SSDs for the masses, 2014 edition

If you’re looking for alternatives to nasty platters of spinning rust for storing your data, I have good news for you: SSDs are getting cheaper, and fast. They aren’t as cheap as rust, but there’s probably a good reason for that if you think about it for a minute.

PNY has been tempting me all year with the PNY XLR8, a 240 GB drive that typically sells for $80-$90 after a rebate. It uses an inexpensive controller to deliver middling performance, but compared to the speed that spinning rust can deliver, it’s still going to be pretty good. Then Micron came along with its Crucial MX100, which delivers 240 GB for $110, or 480 GB for $225, along with enthusiast-grade performance. Buying a drive from PNY makes me a bit nervous because they’re buying memory from Micron. Micron makes good memory of course, but Micron and Intel get first dibs because they jointly own the factory. So the best Micron-branded memory goes into Micron’s own drives. The rest of the best gets Intel’s branding on it and goes into Intel drives. Companies like PNY get the second-best stuff.
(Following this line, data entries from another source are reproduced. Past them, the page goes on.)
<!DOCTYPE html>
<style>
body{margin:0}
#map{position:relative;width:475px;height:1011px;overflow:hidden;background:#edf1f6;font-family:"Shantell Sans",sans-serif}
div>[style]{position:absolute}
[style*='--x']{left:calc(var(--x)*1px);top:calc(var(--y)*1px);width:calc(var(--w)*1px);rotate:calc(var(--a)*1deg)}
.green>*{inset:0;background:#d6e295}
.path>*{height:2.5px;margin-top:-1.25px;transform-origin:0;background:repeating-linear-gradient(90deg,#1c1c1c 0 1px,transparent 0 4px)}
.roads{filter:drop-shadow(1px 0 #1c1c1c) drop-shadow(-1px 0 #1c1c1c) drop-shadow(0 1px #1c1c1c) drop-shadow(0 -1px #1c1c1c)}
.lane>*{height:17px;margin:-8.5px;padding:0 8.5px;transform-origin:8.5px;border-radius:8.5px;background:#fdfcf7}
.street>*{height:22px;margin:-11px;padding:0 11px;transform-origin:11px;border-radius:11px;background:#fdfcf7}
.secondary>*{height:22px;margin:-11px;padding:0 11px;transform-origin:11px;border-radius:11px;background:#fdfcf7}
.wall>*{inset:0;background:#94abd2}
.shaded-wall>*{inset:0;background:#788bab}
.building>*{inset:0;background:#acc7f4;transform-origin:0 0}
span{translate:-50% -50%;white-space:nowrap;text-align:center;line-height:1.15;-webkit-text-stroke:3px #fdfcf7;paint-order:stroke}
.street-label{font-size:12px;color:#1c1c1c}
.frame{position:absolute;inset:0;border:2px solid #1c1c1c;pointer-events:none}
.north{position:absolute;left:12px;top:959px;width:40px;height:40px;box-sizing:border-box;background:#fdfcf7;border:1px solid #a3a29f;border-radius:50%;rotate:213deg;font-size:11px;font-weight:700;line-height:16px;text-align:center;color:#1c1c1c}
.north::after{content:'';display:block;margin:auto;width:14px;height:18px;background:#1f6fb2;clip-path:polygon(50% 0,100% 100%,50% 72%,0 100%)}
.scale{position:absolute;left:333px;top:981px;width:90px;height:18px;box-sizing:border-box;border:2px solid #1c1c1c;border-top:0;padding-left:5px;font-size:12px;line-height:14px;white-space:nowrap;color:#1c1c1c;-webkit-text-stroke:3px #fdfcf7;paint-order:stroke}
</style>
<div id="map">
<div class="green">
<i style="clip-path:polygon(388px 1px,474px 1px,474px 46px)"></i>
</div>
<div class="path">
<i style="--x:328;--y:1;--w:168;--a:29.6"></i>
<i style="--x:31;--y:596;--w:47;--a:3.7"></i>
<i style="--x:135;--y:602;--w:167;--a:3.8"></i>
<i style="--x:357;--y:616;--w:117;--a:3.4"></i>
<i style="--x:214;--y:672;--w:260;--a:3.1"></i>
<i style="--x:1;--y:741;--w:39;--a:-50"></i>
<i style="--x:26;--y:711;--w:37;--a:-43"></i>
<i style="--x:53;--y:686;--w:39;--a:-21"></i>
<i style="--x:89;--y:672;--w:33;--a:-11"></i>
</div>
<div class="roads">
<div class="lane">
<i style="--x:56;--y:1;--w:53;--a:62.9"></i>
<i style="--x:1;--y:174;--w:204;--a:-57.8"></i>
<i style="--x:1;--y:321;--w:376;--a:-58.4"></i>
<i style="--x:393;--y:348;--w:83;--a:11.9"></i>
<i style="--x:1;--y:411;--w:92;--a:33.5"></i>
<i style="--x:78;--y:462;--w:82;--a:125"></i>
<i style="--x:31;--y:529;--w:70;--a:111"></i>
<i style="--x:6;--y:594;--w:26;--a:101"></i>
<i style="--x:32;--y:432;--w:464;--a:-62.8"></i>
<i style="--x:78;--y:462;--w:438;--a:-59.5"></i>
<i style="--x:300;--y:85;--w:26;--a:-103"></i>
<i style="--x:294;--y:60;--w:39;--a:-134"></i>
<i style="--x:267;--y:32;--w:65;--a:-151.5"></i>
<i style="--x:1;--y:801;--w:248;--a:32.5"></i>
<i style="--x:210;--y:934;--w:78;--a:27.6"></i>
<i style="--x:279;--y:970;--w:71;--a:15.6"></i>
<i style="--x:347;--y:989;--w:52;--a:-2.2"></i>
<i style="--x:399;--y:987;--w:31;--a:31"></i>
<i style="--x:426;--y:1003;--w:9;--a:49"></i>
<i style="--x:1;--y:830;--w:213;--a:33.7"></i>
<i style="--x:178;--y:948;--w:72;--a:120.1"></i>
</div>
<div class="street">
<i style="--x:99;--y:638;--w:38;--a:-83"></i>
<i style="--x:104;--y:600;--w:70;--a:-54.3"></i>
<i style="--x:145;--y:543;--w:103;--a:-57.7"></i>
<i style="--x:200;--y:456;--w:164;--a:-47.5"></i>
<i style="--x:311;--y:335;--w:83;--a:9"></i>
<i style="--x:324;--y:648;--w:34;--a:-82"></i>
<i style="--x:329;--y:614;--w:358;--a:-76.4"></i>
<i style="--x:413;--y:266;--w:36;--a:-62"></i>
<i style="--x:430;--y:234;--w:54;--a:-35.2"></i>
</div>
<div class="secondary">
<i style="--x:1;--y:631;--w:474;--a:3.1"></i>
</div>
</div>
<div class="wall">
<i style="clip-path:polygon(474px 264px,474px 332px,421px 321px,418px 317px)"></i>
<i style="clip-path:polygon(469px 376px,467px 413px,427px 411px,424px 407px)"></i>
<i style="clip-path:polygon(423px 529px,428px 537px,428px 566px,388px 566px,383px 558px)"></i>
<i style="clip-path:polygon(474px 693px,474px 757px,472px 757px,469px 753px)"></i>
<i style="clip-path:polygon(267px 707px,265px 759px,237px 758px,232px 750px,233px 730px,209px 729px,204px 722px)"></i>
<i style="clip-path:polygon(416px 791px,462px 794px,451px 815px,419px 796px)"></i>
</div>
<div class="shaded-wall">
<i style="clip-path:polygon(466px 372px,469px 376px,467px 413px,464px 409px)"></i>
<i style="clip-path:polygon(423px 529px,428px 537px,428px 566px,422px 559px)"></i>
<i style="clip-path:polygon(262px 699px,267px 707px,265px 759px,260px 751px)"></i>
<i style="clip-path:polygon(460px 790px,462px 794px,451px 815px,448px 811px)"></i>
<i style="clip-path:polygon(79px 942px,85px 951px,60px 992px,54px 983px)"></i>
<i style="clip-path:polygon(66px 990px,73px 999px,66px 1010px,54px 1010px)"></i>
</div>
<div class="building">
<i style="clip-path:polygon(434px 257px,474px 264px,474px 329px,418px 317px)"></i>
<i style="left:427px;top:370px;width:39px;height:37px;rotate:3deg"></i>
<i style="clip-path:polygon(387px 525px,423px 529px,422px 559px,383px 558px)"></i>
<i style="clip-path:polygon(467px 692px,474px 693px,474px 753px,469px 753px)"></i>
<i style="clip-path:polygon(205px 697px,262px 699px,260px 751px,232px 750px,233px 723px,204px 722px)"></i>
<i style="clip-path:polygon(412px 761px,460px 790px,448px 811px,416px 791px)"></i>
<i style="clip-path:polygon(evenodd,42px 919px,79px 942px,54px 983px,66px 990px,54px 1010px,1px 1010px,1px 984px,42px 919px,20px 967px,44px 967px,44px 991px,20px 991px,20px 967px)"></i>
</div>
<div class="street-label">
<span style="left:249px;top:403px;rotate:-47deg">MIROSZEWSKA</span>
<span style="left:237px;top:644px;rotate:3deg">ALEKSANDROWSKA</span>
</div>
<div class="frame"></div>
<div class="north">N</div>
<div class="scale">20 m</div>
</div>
So, all things being equal, I always recommend buying drives from companies that own the factories. That means buying drives from Micron, Intel, Samsung, Toshiba, and Sandisk. They get the best chips, so their drives will probably last longer than drives made with the chips they chose to sell to someone else. On top of that, they know their chips better than anyone else does so they can wring more performance out of their chips than a company like PNY can.

For the price PNY was asking, I seriously considered buying the drive anyway. But not when Micron can offer its reliablity and performance for $10 more at the 240 GB level, or double me to 480 GB while only charging a $5 premium for the highest available capacity. (You still almost always pay a premium for the highest capacity SSDs in a family of drives.)

Micron has always delivered good drives that delivered a good combination of reliability and performance, but I can’t remember there ever being a time that they were a value leader. Suddenly they are, and I think this means things are about to get interesting.